As you traverse the sky, many intricate characters await to befriend, beset and beguile the player, including the Incautious Driver, the Inconvenient Aunt, and the Incognito Princess. The characters feel less cartoony and more real this time around, though every single one of them is of course a dubious enigma hiding some dark secret. It just wouldn’t be Fallen London without a plethora of unfathomable characters and sinuous plot twists which break all of the fantastic laws of the game’s own universe, to create an even more unbelievable reality. Many characters are available for recruitment and can serve as officers aboard your locomotive, opening up additional stories and boosting your captain’s abilities. The locomotive you inherit begins with just one officer, engine’s mascot the Obviously Delicious Rabbit. Suffice to say that his journey will be even more perilous than yours.

Image Credit: Failbetter Games

The purpose of your adventure is up to you to decide and will be influenced by the choices you make as to your captain’s past. But ultimately the point of the journey is what you make it. Certain standard goals will lead to an ending of sorts for each captain you play. Will you investigate the mysterious black box left to you by your former employer, throw in your lot with one of the Reach’s warring factions, or attempt to write your name in the history of the Skies? It’s really up to you, and simply retiring with a decent fortune is one option which will allow an easier path to victory.

Despite the developments in the game systems and the story, as well as the voluminous textual elements which really make this title a unique departure from ordinary video games, there is still some repetition in game play. The player is constantly shipping cargo from one station to the next in order to access the next tier of weapons and gadgets. The plethora of artefacts and story items mean that you will inevitably lose track of most of the minor quests, and taking a break from the game for any length of time will leave many players feeling lost on returning to play. The end goal being unclear from the beginning, it is difficult to know how near you are to winning the game, or if that’s even possible.

Exploring the wild and dark of Sunless Skies is an adventure worth undertaking, but getting lost along the way is a certainty.
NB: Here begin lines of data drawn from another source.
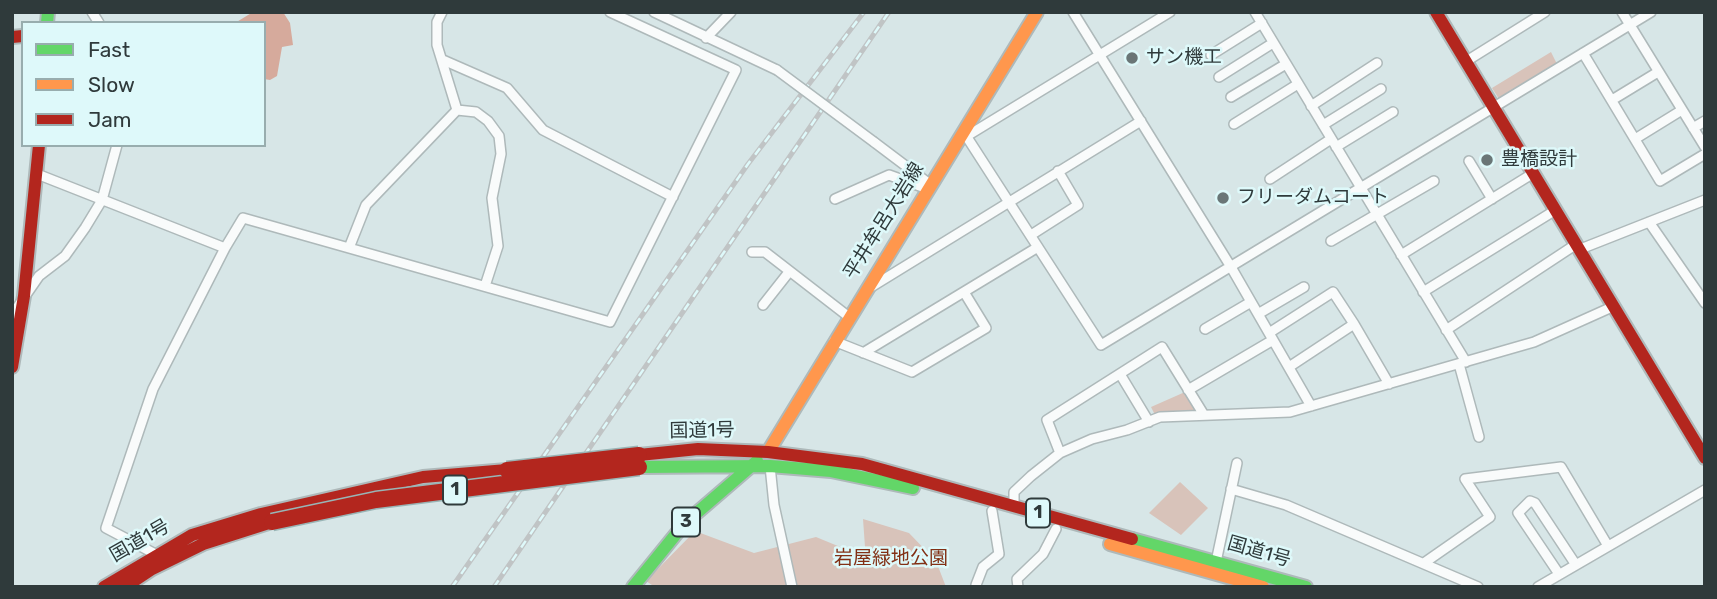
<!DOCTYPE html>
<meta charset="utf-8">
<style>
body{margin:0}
#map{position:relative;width:1717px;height:599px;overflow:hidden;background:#d7e6e7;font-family:Rubik,sans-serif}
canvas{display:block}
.frame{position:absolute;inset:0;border:14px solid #2f3a3b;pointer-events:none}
.legend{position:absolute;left:21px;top:21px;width:245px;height:126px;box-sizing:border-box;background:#def9fa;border:2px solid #98adae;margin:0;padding:9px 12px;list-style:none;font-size:21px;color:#2f3a3b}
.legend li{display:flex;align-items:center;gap:14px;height:35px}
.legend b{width:35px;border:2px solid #98adae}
</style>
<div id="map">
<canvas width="1717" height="599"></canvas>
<div class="frame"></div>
<ul class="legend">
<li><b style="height:9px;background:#63d668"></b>Fast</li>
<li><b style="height:9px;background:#ff974d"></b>Slow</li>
<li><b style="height:9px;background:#b3261e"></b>Jam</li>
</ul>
</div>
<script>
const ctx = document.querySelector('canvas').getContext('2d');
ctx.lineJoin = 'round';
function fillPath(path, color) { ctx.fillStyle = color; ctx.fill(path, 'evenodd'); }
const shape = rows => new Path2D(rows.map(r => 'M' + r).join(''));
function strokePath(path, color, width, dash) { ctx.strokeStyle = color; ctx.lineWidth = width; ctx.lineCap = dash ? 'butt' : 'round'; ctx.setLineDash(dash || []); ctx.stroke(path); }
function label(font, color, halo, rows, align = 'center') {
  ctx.font = font + ' Rubik,"Noto Sans JP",sans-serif'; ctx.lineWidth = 5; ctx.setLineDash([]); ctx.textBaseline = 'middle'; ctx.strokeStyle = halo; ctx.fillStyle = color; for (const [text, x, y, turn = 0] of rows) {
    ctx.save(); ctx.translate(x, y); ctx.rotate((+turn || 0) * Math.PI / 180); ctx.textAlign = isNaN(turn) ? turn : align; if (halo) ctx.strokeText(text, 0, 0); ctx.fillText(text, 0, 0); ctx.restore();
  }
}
fillPath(shape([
 [1551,52,1557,64,1499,99,1492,88],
 [1185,392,1199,413,1155,415,1151,407],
 [1180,482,1208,508,1181,535,1149,513],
 [863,519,909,533,936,561,946,587,655,587,646,581,695,531,754,553,816,537,850,551,865,547]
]), '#d8c3ba');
fillPath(shape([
 [253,12,283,12,290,23,293,45,282,47,277,76,270,80,264,79,264,23,235,23]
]), '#d6aa9c');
const street = shape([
 [92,12,99,23],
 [654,12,777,70],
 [1073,12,1231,267,1311,406],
 [1255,12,1466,362],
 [1622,12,1705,147],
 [706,38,731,12],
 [1583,53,1660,181,1705,154],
 [1211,55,1262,23],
 [443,60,507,88,543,130,673,197],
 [1465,62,1545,12],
 [1219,77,1273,43],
 [1231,97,1286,64],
 [1612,100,1658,72],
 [1311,106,1377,63],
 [457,110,476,112,488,121,499,136,501,154,492,198,498,246,485,286],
 [1234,124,1298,84],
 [1323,125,1381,89],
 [1693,128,1705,121],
 [963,131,1101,345,1651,12],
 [967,136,1170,12],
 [1635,139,1682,110],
 [874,142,931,185],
 [1336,147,1393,112],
 [1469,161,1492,199],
 [37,174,225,248],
 [1270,179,1331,139],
 [835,199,889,175,928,189],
 [1649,222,1705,303],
 [1031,235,1078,205,1058,171],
 [1331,241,1434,181],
 [349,248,610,322,736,70,610,12],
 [1578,250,1705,200],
 [752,252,765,252,849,317],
 [1401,255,1532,174],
 [868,289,1141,121],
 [1423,292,1554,211],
 [763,305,789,272],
 [1258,314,1304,287],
 [12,315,39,276,65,256,85,228,102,200,117,145],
 [1205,329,1251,302],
 [1446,330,1575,245],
 [1269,333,1333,292,1354,324],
 [834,341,912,372,986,328,964,292],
 [863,353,1038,247],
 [1459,364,1479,437],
 [1289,367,1354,324,1389,384],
 [1120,374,1149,422],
 [1188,390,1273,340],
 [1060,453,1047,420,1162,347,1204,415],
 [770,466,774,505,792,587],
 [1231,489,1286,505,1478,587],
 [1014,506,1014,492,1031,476,1060,453,1092,439,1127,430,1160,417,1290,412,1534,342,1612,307],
 [161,557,106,528,153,389,225,248,243,218,349,248,366,205,457,110,437,45,437,22,442,12],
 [1216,562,1237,463],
 [1424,563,1490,517,1465,479,1561,467,1608,546],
 [1559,574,1518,513,1530,501,1535,503,1576,565],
 [976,585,983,567,999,554,992,511],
 [1018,587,1017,579,1043,554,1056,529],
 [1538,587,1705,490]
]);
const fast = shape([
 [47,23,48,12],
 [639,467,770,466,831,471,913,488],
 [1132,539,1306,587],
 [633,587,685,523,757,461]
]);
const slow = shape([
 [768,452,1037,12],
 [1110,544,1263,587]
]);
const jam = shape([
 [1436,12,1705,458],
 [12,37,23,36],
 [12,367,24,296,39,145],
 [639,455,698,449,768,452,862,464,1132,539],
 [104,587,192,535,261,514,423,477,507,470],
 [125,587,152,569,203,544,272,522]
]);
strokePath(street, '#aeb9ba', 12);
strokePath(fast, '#aeb9ba', 16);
strokePath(slow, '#aeb9ba', 16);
strokePath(jam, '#aeb9ba', 16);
strokePath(street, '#f9fbfb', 9);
strokePath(fast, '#63d668', 12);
strokePath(slow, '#ff974d', 12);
strokePath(jam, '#b3261e', 12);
const rail = shape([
 [452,587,748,164,864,12],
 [494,587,889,12]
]);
strokePath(rail, '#c0c4c5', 5);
strokePath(rail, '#def9fa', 2.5, [8]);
const streetBridge = shape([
 [777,70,874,142]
]);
const jamBridge = shape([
 [507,470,639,455],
 [272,522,376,500,639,467]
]);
strokePath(streetBridge, '#aeb9ba', 12, []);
strokePath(jamBridge, '#99b5b6', 19, []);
strokePath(streetBridge, '#f9fbfb', 9);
strokePath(jamBridge, '#b3261e', 16);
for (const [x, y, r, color] of [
 [1132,58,7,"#6a7677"],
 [1487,160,7,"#6a7677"],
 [1223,198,7,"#6a7677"]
]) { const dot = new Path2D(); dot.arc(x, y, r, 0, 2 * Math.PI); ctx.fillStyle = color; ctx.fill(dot); strokePath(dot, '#def9fa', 2.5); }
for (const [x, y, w] of [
 [455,490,24],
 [1038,513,24],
 [686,522,28]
]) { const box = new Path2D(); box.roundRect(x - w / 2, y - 14.5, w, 29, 5); ctx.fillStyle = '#def9fa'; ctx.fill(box); strokePath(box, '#2f3a3b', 2); }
label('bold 18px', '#2f3a3b', null, [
 ["1",455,490],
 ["1",1038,513],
 ["3",686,522]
]);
label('19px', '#2f3a3b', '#def9fa', [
 ["サン機工",1146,58],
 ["豊橋設計",1501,160],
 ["フリーダムコート",1237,198]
], 'left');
label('19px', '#2f3a3b', '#def9fa', [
 ["平井牟呂大岩線",884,221,-58],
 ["国道1号",702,431,-1],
 ["国道1号",140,541,-30],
 ["国道1号",1259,552,16]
]);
label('19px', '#823015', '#def9fa', [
 ["岩屋緑地公園",891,559]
]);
</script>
Perhaps the ironic and fraught universe of Fallen London is best placed to capture the feeling of a world in disarray. The wacky race through time and space to discover one’s own past, is a journey of self-indulgence, in a fantasy world where everything happens for a reason, even if that reason is a mystery for mystery’s sake.

If you are looking for something new in a video game, enjoy dark comedy, horror and sci-fi/fantasy, or prefer games which allow you to decide how to play and leave the world open for you to explore the way you want, this game is for you. If you are looking for a game which gives you straight forward objectives and is easy to follow, then you will definitely struggle. The developers have gone to great lengths to make the world and story lines unique and unpredictable. The game is entertaining on so many levels, providing adventure, exploration, tension, humour, and surprise in large doses. I would recommend this game to anybody, because it is just so different from anything else out there.

The game is available on Steam for £18.99. It boasts a huge play area and countless random encounters, minor story lines and main quest paths to experience. It would be easy to put 100 hours into this game without exhausting all it has to offer. It is certainly worth the price, the question is how much of a bargain the game will be to you. If you want exploration, mystery and original adventure, look no further.